American Recovery and Reinvestment Act
The American Recovery and Reinvestment Act of 2009 (ARRA) required CBO to comment on reports filed by recipients of ARRA funding about the number of jobs funded by ARRA. CBO’s reports provided the agency’s own estimates of the effects of ARRA on total output and jobs. Public Law 112-204, enacted on December 4, 2012, reduced the required frequency of CBO’s reporting from quarterly to annually over the 2013–2015 period and eliminated the reporting requirement altogether after 2015.
Analysis of the President's Budget
CBO estimates the budgetary impact of the proposals in the President’s budget using the agency's own economic forecast and estimating assumptions. CBO’s independent "reestimate" of the President’s budget allows the Congress to compare the Administration's spending and revenue proposals with CBO’s baseline spending and revenue projections and with other proposals using a consistent set of economic and technical assumptions. CBO also usually analyzes the economic impact of the President’s budget (and the feedback effect of those economic changes on the budget)—recently in a separate report, but previously in the same report.

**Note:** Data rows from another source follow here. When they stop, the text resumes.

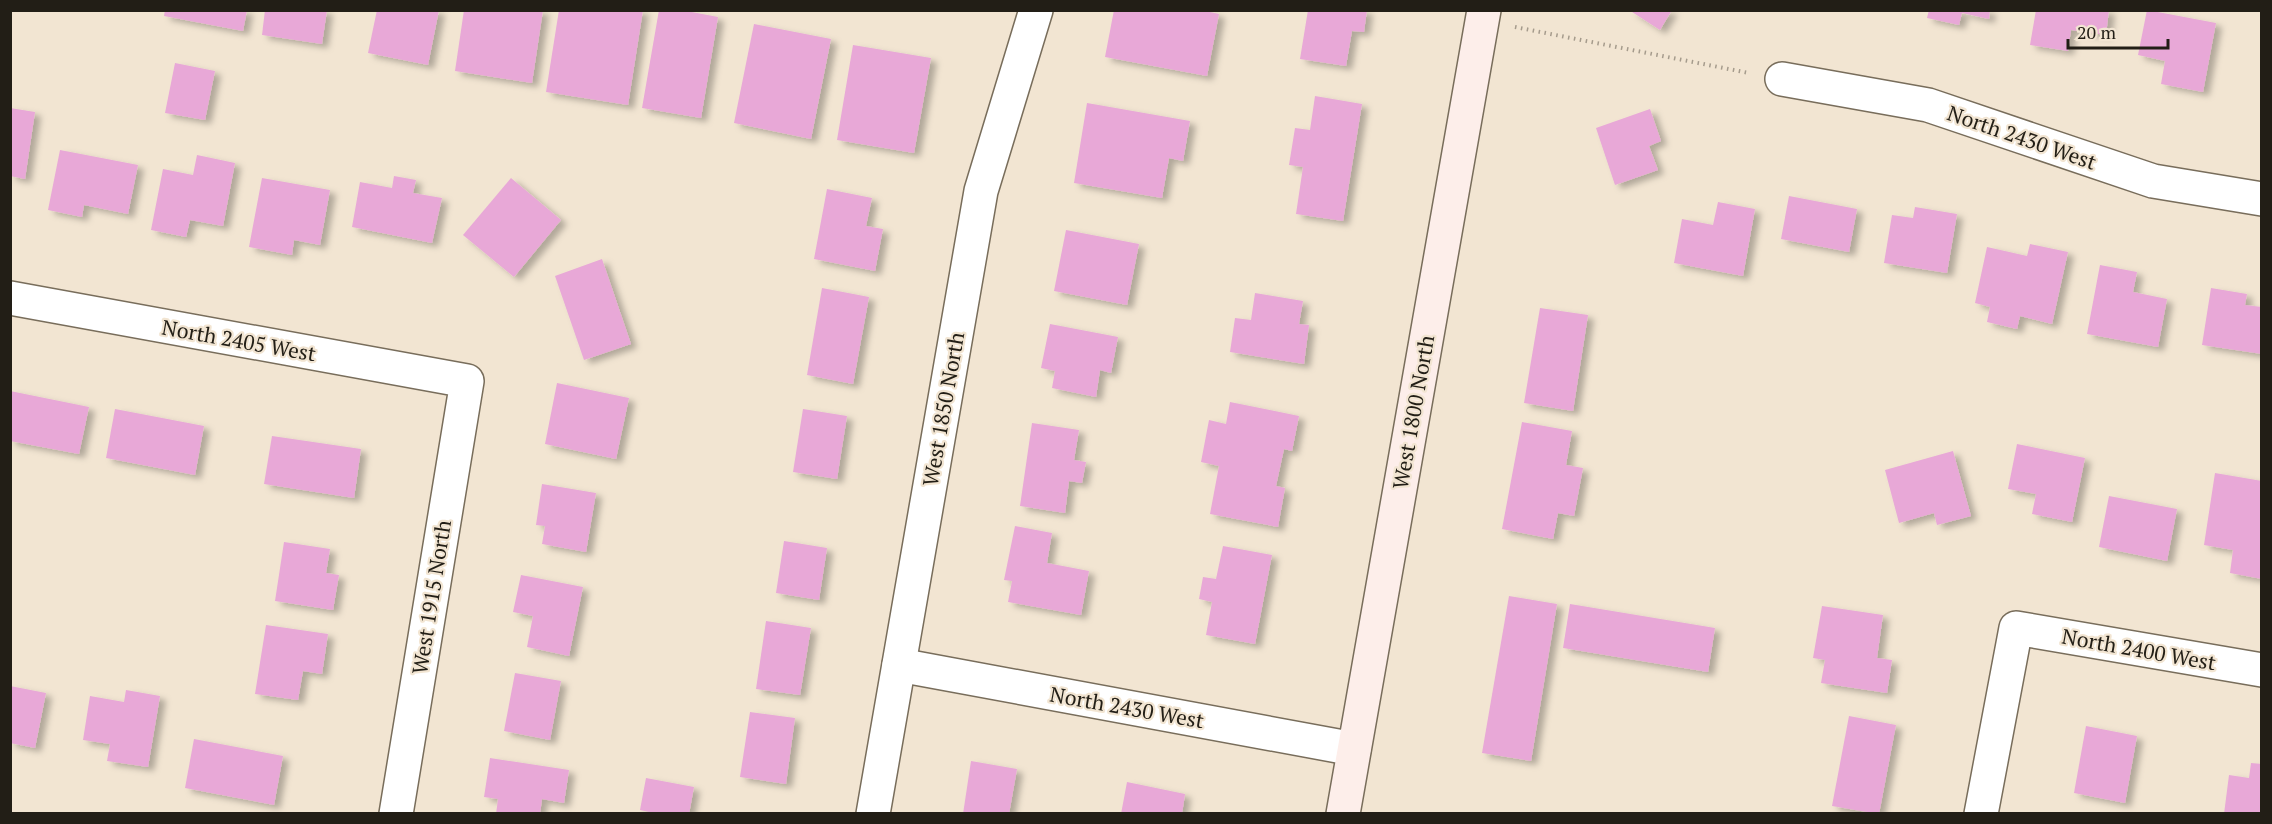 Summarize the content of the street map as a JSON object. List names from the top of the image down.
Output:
{
  "streets": {
    "main road": ["West 1800 North"],
    "street": [
      "North 2430 West",
      "North 2405 West",
      "West 1850 North",
      "West 1915 North",
      "North 2400 West"
    ]
  },
  "crossings": [
    ["North 2430 West", "West 1850 North"],
    ["North 2430 West", "West 1800 North"],
    ["North 2405 West", "West 1915 North"]
  ],
  "scale_bar": "20 m"
}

Budget and Economic Outlook and Updates
CBO regularly publishes projections of economic and budget outcomes which incorporate the assumption that current law regarding federal spending and revenues generally remains in place. Those baseline projections cover the 10-year period used in the Congressional budget process. Most of the reports on those projections also describe the differences between the current projections and previous ones; compare the economic forecast with those of other forecasters; and show the budgetary impact of some alternative policy assumptions. The budget projections and economic forecast are generally issued each January and updated in August; the budget projections are also generally updated each March.
Periodically, CBO produces reference volumes examining options for reducing budget deficits. The volumes include a wide range of options, derived from many sources, for reducing spending and increasing revenues. (Occasionally, the volumes focus on specific areas of the budget, as do many of CBO’s other reports.) For each option, CBO presents an estimate of its effects on the budget and a discussion of its pros and cons but makes no recommendations.
A Budget Options search allows users to search for options by major budget category, budget function, topic, and date. The online search is updated regularly to include only the most recent version of budget options from various CBO reports.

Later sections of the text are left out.